For the last week or so I have been writing and then debugging (and so mainly debugging) a least-recently-used (LRU) page replacement system on my Microblaze simulation.

Perhaps I shouldn’t have bothered – I had a working first-in-first-out (FIFO) system after all. But no one seriously uses FIFO, so I had to write some LRU code.

I thought I had it working tonight – it ran through the target exercise in about 6 million instructions (as the MMU in a Microblaze is crude, memory gets loaded in and out ‘by hand’ and so the instruction count measures time/efficiency) when the system had 32 4k local pages and in about 10.5 million instructions when it had 24 4k pages available locally – all seems fine: less pages means more time is required.

But then things started to get weird – testing the system with 28 pages took about 9 million instructions, but when I tried to use 26 pages I had to break the code after it had executed 14 trillion instructions.

Indeed it seems to only work for a very limited number of page counts. How odd – though a typically debuggers story. A week in, finally thinking I’d cracked it when some really strange behaviour manifests itself.

Update: It appears to be an unaligned data exeception issue. Somewhere along the line a piece of code relies on the LRU queue to be a multiple of 4 in length would be my guess…

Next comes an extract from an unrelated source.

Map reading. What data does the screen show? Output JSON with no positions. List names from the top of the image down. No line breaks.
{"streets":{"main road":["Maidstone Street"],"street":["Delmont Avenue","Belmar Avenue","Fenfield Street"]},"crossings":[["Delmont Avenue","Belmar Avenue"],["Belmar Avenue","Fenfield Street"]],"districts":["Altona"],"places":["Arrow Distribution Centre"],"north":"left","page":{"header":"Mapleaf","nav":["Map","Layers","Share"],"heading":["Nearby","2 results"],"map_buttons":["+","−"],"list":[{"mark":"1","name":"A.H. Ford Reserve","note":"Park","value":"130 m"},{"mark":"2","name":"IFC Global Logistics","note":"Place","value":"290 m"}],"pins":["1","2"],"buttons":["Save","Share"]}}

## Simulating global and local memory on OVP

Had a good meeting with my PhD supervisor today: he was in London – I didn’t have to make a flying visit to York.

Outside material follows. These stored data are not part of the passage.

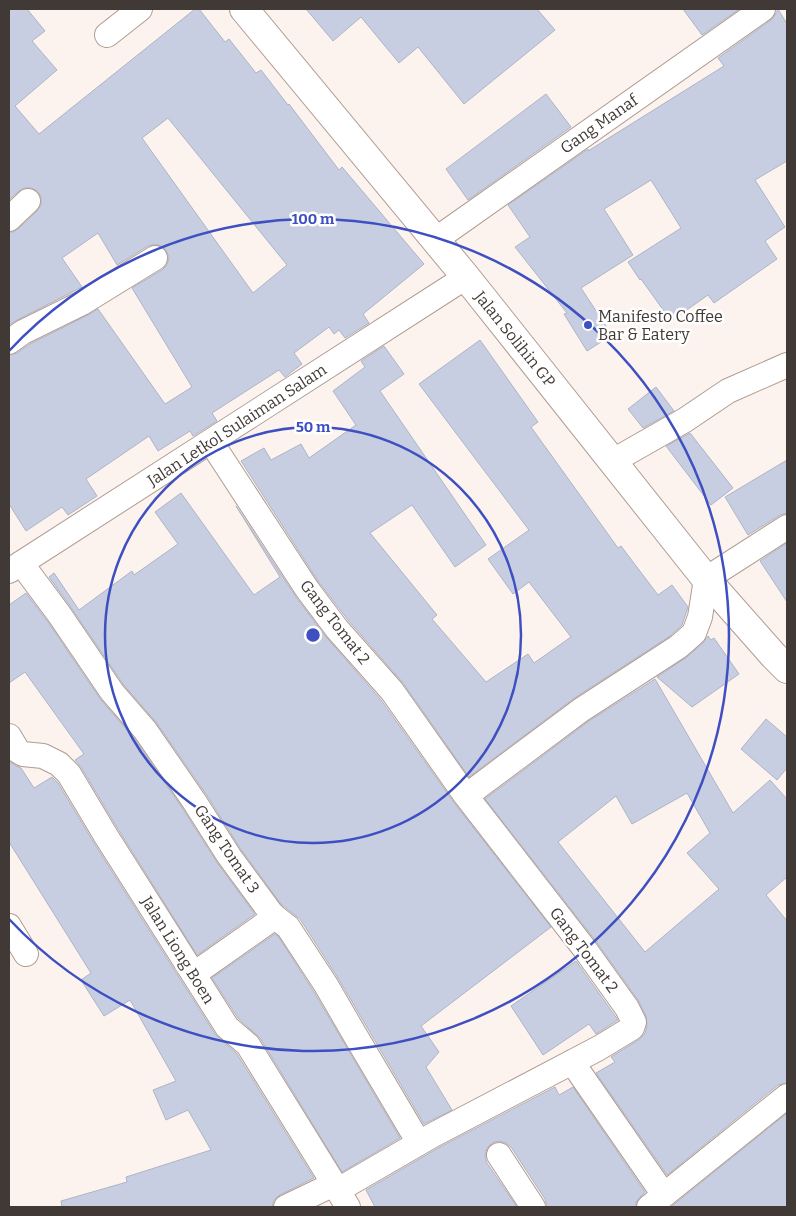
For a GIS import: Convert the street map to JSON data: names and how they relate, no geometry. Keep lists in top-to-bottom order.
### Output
{
  "streets": {
    "main road": ["Jalan Solihin GP"],
    "street": [
      "Gang Manaf",
      "Jalan Letkol Sulaiman Salam",
      "Gang Tomat 2",
      "Gang Tomat 3",
      "Jalan Liong Boen"
    ]
  },
  "crossings": [
    ["Gang Manaf", "Jalan Solihin GP"],
    ["Jalan Solihin GP", "Jalan Letkol Sulaiman Salam"],
    ["Jalan Letkol Sulaiman Salam", "Gang Tomat 2"],
    ["Jalan Letkol Sulaiman Salam", "Gang Tomat 3"]
  ],
  "places": ["Manifesto Coffee Bar & Eatery"],
  "rings": ["100 m", "50 m"]
}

So the next steps with my OVPsim Microblaze code is to model global and local memory – by default OVPsim treats all memory as local, mapping the full 32-bit address space and sparsely filling that as needed. I have imposed an additional constraint of only mapping a few pages, but these are still all “local”: so while the code takes time to execute, what is in effect, a FIFO page replacement algorithm, there is no time for page loads.

The way round this seems to be to build my global memory as a memory-mapped peripheral device – I can then impose time delays on reads and writes.

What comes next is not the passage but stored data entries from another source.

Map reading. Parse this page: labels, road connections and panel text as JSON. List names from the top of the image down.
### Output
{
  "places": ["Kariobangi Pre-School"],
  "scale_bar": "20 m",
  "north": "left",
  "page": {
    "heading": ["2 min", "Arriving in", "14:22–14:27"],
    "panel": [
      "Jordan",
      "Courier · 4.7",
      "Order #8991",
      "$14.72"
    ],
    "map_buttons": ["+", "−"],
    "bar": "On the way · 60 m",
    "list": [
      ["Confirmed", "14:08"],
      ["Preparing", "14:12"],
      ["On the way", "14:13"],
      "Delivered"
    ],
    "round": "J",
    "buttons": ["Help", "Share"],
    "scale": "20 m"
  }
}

## Picking which page to remove

I have now written some very basic but functional paging code for the Microblaze but have realised I am, essentially, going to have to start a lot of it again.

The Microblaze puts page tables firmly under software control and its memory management unit (MMU) concentrates on managing page references through its translation lookaside buffers (TLBs) instead. So a reference to a virtual address that is mapped in a TLB is handled invisibly to the user or programmer, but a reference to a memory address that may be mapped in a page table but not in the TLB generates an exception and everything is dumped into the lap of the programmer – this is what is often known as a “soft fault” (a “hard fault” being when there is no version of the page being referenced available in physical memory at all).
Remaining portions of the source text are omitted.